Long time no write.... My last diary entry was almost one year ago!

Playing with LILO and Slashdot

This morning, I loaded the Slashdot home page and... Oops! What's there in the story at the top of the page? Three links to my LILO pages. Ouch! This is going to hurt... Welcome to the Slashdot effect! Quick look at the logs of the web server: since this morning, the server has already seen more than 20,000 visitors making more than 300,000 requests. And many people in the US are still in bed at this time. All these downloads are going to suck a significant amount of bandwidth...
Playing with LILO is fun. It is also interesting because it encourages good programming practices. Testing a modified boot screen requires a reboot of the PC, and any fatal error in the program is likely to prevent the computer from booting at all. So I take the time to re-read my code before rebooting. This reminds me of the good old time when I was programming in Z80 assembler on my ZX Spectrum.
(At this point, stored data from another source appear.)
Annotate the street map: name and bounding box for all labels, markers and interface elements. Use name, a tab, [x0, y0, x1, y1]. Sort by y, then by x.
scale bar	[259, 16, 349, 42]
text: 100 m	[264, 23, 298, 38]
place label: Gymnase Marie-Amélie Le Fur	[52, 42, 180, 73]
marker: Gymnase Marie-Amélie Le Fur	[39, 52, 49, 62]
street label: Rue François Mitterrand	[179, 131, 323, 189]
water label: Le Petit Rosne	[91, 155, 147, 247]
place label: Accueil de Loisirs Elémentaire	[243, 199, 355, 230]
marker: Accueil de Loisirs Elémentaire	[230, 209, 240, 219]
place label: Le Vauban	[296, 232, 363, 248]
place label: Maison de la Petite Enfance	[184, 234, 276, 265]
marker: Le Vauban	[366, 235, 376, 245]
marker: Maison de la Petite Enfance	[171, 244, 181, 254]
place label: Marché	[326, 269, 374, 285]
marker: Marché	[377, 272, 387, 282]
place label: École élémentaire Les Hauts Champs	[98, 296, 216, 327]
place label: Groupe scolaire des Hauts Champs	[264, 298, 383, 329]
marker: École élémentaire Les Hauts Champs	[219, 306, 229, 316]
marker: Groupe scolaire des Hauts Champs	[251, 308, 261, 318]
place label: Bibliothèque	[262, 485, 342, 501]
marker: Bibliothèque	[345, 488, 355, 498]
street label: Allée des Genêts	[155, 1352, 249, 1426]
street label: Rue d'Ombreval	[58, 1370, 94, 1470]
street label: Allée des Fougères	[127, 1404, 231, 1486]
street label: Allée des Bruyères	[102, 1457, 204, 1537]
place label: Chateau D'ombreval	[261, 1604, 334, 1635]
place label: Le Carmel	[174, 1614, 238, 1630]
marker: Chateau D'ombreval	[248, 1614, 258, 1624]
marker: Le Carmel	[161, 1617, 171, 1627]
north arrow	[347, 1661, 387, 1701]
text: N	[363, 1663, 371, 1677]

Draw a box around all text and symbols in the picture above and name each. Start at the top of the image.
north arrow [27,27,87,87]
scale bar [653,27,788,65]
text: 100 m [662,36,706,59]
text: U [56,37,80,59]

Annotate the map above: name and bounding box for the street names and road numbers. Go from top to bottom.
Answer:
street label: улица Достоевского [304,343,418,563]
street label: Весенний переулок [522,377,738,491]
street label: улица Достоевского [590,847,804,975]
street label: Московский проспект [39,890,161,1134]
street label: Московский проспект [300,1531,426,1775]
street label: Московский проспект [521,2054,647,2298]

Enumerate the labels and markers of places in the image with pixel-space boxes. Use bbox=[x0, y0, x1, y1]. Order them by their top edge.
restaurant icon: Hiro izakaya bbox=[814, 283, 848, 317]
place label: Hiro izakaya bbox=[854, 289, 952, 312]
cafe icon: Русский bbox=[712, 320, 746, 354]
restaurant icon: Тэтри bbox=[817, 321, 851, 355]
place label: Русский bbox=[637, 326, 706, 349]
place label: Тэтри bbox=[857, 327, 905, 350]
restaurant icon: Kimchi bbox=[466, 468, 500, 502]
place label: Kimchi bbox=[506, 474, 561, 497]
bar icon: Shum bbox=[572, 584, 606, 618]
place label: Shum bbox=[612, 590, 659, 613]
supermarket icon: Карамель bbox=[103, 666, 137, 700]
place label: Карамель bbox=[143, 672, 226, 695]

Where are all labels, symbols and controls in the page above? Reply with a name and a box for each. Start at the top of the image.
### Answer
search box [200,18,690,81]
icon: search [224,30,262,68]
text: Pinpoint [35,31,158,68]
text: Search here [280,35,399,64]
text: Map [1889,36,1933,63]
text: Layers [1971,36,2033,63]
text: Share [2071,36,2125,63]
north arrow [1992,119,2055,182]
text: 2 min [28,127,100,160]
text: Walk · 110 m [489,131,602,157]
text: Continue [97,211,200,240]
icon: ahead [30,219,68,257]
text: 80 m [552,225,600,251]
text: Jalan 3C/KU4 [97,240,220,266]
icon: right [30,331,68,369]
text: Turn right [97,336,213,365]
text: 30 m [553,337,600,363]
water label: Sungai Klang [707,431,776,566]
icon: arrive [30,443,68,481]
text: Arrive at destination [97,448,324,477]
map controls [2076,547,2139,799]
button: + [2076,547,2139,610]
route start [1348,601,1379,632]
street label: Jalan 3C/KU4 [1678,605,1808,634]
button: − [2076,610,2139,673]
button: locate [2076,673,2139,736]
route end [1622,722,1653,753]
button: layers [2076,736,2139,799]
Playing with the Linux kernel

Yesterday, I had to run some tests at work with a modified version of the Linux TCP stack. The goal was to change the initial size of the congestion window and to run some performance tests on a dedicated network (with high bandwidth*delay product). Of course, there is no /proc interface for changing that, because this would violate the standards. So I decided to add my own. I had never looked closely at the Linux kernel code before, and I never touched the TCP stack.
It took me a while to find the file that I had to change, but find, grep and emacs are very useful tools. Once I found the file (net/ipv4/tcp_input.c), it was really easy to change the way the cwnd was initialized. Half an hour later, I had created two new interfaces in /proc/sys/net/ipv4 and everything was working. I even added a new option in net/ipv4/Config.in to make these features optional. By reading or writing to the pseudo-files in /proc, I could dynamically alter the behavior of the TCP stack and make it standards-compliant or not.
This was a very interesting experience for me, because I have been working on free software for a long time, but still I did not expect that it would be so easy to add a new feature to something as complex as the TCP stack of Linux. Of course, I only had to do a very small change that was limited to a few files, but it was interesting for me to see how easy it was to understand how the /proc interfaces work and how the kernel configuration works, considering that it was the very first time that I looked at it. So I have to congratulate the kernel hackers for all this nice work.